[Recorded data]
----

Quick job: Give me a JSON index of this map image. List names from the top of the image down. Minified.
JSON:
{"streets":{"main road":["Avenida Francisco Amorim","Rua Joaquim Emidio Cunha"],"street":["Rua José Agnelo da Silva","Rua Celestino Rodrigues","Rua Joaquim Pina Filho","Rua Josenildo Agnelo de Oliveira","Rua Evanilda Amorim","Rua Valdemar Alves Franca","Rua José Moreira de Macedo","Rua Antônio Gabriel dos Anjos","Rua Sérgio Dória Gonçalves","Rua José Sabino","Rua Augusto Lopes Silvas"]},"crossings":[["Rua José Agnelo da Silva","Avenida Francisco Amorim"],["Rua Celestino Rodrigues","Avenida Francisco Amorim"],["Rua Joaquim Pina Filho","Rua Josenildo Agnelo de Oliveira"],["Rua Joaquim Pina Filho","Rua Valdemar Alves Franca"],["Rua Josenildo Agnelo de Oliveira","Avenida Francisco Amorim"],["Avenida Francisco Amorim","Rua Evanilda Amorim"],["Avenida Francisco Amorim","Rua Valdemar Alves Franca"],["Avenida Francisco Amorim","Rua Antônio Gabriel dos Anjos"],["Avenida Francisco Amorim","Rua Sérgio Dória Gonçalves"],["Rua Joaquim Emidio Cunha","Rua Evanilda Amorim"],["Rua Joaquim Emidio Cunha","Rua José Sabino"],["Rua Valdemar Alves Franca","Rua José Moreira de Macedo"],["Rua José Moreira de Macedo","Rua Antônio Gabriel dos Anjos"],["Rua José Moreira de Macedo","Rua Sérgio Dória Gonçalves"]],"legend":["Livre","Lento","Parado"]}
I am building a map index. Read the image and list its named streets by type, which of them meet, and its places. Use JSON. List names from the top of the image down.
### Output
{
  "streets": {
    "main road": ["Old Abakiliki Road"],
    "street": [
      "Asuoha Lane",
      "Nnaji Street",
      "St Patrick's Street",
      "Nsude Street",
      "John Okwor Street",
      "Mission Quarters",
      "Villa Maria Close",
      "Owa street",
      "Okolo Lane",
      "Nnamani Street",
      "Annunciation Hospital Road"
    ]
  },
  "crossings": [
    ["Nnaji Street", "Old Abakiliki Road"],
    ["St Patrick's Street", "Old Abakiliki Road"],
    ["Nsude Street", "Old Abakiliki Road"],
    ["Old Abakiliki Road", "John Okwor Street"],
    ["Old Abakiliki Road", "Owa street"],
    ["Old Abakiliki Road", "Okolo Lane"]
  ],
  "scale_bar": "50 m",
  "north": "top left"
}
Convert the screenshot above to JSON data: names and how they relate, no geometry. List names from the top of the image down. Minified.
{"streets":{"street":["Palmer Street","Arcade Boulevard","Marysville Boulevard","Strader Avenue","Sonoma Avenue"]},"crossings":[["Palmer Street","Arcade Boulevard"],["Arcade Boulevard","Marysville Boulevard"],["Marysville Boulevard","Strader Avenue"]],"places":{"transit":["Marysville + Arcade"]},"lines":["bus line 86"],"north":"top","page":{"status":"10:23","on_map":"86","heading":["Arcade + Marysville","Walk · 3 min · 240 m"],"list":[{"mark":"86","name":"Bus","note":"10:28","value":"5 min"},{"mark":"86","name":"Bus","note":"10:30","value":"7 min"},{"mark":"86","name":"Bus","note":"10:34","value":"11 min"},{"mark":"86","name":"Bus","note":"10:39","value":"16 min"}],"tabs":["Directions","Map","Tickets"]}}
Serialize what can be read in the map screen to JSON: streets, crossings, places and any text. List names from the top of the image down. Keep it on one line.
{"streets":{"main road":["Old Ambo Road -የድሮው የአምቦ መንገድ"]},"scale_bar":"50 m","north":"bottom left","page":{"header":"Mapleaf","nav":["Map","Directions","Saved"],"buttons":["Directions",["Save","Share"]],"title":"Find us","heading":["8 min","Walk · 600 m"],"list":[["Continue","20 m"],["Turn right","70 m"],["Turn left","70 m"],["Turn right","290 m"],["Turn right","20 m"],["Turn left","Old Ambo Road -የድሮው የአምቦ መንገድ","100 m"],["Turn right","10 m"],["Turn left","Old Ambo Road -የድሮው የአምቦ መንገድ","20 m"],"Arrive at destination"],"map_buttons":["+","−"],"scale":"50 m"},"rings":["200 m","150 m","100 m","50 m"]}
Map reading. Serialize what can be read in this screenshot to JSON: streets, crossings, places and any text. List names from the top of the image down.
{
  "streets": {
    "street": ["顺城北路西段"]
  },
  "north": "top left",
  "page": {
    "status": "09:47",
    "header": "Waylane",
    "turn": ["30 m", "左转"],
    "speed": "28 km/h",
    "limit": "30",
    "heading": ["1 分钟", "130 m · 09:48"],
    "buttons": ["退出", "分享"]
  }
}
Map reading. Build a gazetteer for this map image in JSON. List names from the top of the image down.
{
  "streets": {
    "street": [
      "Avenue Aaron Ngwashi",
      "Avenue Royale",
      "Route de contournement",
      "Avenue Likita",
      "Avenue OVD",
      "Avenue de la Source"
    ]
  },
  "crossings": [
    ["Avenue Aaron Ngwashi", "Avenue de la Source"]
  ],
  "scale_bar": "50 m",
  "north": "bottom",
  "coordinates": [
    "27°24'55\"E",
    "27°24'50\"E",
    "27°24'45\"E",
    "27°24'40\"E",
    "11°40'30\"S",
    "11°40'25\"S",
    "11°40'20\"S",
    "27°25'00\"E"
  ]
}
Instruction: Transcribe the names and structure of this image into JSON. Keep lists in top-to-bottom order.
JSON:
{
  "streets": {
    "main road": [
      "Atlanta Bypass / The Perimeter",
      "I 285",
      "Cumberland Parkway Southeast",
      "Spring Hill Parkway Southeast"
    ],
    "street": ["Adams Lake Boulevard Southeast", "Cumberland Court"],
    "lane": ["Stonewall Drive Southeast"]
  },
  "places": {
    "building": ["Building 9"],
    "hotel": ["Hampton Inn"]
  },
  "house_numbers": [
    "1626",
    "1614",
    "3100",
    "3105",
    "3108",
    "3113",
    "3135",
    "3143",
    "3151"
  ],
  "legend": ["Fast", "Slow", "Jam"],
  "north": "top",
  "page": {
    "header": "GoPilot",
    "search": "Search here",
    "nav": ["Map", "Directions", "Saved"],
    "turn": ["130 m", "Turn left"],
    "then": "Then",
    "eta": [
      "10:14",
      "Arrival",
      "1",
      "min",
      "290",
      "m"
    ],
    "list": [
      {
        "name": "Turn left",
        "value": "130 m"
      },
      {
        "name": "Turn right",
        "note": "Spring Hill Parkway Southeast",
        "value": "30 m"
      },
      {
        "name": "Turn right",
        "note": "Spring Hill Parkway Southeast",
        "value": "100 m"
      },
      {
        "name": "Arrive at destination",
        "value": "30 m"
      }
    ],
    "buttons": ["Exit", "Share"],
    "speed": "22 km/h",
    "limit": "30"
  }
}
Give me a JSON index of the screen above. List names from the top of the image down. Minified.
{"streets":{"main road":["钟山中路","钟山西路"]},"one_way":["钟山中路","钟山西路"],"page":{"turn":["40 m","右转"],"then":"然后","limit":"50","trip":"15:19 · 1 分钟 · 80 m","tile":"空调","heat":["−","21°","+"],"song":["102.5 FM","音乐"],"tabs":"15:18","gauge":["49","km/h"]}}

----

Exercise details:
Reproduce exactly the lines above from the line with "Map reading. Build" to the line with "Instruction: Transcribe the", including both, and add nothing.

Exercise result:
Map reading. Build a gazetteer for this map image in JSON. List names from the top of the image down.
{
  "streets": {
    "street": [
      "Avenue Aaron Ngwashi",
      "Avenue Royale",
      "Route de contournement",
      "Avenue Likita",
      "Avenue OVD",
      "Avenue de la Source"
    ]
  },
  "crossings": [
    ["Avenue Aaron Ngwashi", "Avenue de la Source"]
  ],
  "scale_bar": "50 m",
  "north": "bottom",
  "coordinates": [
    "27°24'55\"E",
    "27°24'50\"E",
    "27°24'45\"E",
    "27°24'40\"E",
    "11°40'30\"S",
    "11°40'25\"S",
    "11°40'20\"S",
    "27°25'00\"E"
  ]
}
Instruction: Transcribe the names and structure of this image into JSON. Keep lists in top-to-bottom order.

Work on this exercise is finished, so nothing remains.